The benefit to this note is that I have downside protection and a decent upside potential. The main risk, which is currently viewed as remote, is an implosion of Citigroup before the maturity date. If Citigroup survives until it pays off this note, then I will receive $10 per share for the 100 shares purchased, and my downside is about a $20 loss on the shares assuming they are held to maturity. The worse case scenario on the interest payment is a 3% annual payment in May of 2011, 2012, 2013 and 2014. The more realistic case would be one or more payments over 10% based on the rise of the S & P during the relevant coupon year with no days closing over the maximum level. I view the best case to be two of those four payments over 20%, and one between 10%--20%. I would view MYP to be a successful investment with one payment over 20% and another one between 10%-20%, plus payment of par value in 2014.

Logically, I would break down the scenarios for MYP as follows:

1. a rise in the S & P 500 of less than 3% on the closing date from the starting value=3%

2. one day where the S & P 500 closes at more than a 32% increase from the starting value during the coupon period=3% (doesn't matter what happens then!)

3. an increase of more than 3%, with no days above 32% during the coupon period: then the % gain in the S & P 500 from the starting value to the closing date of the coupon period (e.g. 20% gain with no maximum level violation=20% payment on the $10 par value)

So, as long as Citigroup survives, the annual interest payment will be either 3% or some percentage between 3% and 32% based on the percentage gain in the S & P 500.

The reason for buying this one now is that the percentage increase is much better on MYP than the other one which I recently purchased, MHC, which has not had a maximum violation-yet. At some point, I may sell the MHC, which has a 21% maximum, and keep the MYP with the 32% maximum.
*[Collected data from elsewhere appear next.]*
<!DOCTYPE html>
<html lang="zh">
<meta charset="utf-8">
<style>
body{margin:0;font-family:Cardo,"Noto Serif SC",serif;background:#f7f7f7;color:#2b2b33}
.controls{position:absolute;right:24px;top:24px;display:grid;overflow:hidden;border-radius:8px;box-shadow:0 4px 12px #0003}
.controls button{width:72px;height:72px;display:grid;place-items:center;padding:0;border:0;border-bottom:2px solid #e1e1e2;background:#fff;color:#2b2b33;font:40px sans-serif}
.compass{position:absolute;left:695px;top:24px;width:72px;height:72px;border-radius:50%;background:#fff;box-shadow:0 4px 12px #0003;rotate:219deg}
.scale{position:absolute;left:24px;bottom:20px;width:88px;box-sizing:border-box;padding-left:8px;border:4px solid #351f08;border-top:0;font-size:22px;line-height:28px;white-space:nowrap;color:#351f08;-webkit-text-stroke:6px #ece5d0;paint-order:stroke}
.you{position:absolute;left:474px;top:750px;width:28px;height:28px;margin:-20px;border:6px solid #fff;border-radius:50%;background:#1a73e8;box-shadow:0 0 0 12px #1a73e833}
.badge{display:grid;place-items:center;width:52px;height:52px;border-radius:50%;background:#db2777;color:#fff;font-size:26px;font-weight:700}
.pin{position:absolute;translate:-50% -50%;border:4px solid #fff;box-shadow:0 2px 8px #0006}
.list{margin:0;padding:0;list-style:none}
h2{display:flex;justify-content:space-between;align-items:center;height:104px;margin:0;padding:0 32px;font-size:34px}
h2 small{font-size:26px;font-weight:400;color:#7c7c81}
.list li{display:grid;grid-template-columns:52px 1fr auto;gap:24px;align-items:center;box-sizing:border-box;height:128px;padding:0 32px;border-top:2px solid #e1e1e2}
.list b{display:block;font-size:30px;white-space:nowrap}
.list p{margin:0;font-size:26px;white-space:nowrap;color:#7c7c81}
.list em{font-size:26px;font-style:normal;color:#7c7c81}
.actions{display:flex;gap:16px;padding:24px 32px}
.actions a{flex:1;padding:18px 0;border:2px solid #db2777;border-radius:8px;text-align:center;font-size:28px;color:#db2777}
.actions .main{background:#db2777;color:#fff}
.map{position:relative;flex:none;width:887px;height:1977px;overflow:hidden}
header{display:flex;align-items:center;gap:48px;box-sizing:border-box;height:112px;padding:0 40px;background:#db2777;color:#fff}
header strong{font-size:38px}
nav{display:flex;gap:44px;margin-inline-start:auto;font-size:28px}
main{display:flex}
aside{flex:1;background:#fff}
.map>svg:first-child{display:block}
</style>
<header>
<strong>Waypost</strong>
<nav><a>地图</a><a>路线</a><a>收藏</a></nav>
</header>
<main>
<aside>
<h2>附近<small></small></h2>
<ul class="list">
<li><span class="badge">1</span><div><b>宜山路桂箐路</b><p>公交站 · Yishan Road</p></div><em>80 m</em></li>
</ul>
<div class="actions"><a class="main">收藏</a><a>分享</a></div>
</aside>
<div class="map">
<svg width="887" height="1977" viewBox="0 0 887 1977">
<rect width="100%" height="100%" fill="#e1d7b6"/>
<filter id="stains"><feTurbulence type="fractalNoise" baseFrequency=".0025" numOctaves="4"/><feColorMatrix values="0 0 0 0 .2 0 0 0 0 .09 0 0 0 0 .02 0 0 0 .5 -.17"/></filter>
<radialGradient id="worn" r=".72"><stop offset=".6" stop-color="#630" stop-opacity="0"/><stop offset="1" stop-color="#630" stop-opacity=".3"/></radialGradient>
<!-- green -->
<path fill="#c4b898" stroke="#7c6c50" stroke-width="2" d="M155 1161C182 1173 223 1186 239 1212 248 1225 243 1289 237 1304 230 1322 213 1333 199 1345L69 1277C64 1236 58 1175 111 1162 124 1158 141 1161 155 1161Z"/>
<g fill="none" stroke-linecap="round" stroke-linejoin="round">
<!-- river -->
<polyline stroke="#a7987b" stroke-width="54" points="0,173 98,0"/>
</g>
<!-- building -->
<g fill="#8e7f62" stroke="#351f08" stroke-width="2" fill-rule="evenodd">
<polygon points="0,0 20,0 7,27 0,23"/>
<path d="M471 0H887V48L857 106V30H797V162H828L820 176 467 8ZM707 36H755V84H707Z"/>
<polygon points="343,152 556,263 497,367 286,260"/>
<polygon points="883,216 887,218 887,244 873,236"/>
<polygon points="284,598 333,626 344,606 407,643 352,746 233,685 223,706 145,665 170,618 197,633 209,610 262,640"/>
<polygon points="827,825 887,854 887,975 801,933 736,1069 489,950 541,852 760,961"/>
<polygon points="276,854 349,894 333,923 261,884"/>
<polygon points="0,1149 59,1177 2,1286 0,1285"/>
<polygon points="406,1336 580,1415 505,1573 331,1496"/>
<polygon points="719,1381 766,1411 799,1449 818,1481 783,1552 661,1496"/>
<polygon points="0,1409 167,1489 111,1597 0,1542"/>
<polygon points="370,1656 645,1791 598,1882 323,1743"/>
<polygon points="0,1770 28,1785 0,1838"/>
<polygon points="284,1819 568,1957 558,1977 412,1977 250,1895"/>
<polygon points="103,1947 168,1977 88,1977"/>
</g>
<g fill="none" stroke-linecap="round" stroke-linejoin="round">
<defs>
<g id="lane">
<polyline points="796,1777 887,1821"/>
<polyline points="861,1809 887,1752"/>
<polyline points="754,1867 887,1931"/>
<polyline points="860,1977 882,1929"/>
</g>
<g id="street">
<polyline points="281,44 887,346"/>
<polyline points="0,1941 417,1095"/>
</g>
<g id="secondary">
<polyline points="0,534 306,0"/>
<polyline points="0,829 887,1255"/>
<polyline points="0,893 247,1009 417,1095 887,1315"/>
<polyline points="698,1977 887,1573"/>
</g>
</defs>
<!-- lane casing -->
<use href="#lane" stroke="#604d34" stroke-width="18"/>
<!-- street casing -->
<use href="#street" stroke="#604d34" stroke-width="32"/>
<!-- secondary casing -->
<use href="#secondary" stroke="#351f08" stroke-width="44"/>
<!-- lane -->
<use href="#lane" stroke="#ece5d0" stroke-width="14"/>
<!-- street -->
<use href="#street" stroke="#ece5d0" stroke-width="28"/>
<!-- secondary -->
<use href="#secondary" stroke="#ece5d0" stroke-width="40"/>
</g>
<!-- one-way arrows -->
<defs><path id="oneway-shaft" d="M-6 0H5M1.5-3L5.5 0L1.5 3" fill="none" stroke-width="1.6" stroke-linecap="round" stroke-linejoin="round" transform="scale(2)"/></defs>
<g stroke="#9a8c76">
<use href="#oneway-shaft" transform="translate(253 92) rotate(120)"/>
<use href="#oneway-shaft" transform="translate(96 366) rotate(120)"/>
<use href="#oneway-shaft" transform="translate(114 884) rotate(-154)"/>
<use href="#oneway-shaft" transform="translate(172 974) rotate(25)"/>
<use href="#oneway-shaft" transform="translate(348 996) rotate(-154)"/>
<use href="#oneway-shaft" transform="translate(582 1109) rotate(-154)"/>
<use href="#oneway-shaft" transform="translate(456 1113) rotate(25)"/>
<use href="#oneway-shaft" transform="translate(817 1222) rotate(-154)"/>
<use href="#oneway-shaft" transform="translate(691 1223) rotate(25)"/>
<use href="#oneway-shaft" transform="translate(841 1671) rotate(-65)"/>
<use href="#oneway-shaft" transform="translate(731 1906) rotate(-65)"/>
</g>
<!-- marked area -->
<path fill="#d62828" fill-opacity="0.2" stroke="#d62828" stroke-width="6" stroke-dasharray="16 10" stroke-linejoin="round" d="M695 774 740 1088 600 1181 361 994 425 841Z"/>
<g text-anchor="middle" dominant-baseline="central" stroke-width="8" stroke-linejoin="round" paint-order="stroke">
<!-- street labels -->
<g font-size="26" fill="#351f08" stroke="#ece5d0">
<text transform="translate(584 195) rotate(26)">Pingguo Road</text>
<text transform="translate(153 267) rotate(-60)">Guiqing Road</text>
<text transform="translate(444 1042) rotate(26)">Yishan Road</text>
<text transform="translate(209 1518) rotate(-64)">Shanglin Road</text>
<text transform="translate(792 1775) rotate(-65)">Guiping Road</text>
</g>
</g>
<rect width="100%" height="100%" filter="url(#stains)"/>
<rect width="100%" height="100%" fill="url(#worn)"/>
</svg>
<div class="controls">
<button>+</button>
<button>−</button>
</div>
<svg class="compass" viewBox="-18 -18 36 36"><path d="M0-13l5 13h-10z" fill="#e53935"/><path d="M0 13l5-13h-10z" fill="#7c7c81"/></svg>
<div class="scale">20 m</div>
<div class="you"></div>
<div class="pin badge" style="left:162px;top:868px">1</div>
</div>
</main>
This just gives me a better shot of avoiding a maximum violation in subsequent years.

This purchase will be the last one of a Citigroup Funding senior note, at least until I sell another one. I have now reached my maximum exposure to this firm, with 200 MKZ, 100 MYP, 100 MKN, 100 MOU & 100 MHC.

If I start to become uncomfortable with Citigroup's credit risk, I will need to sell all of these notes.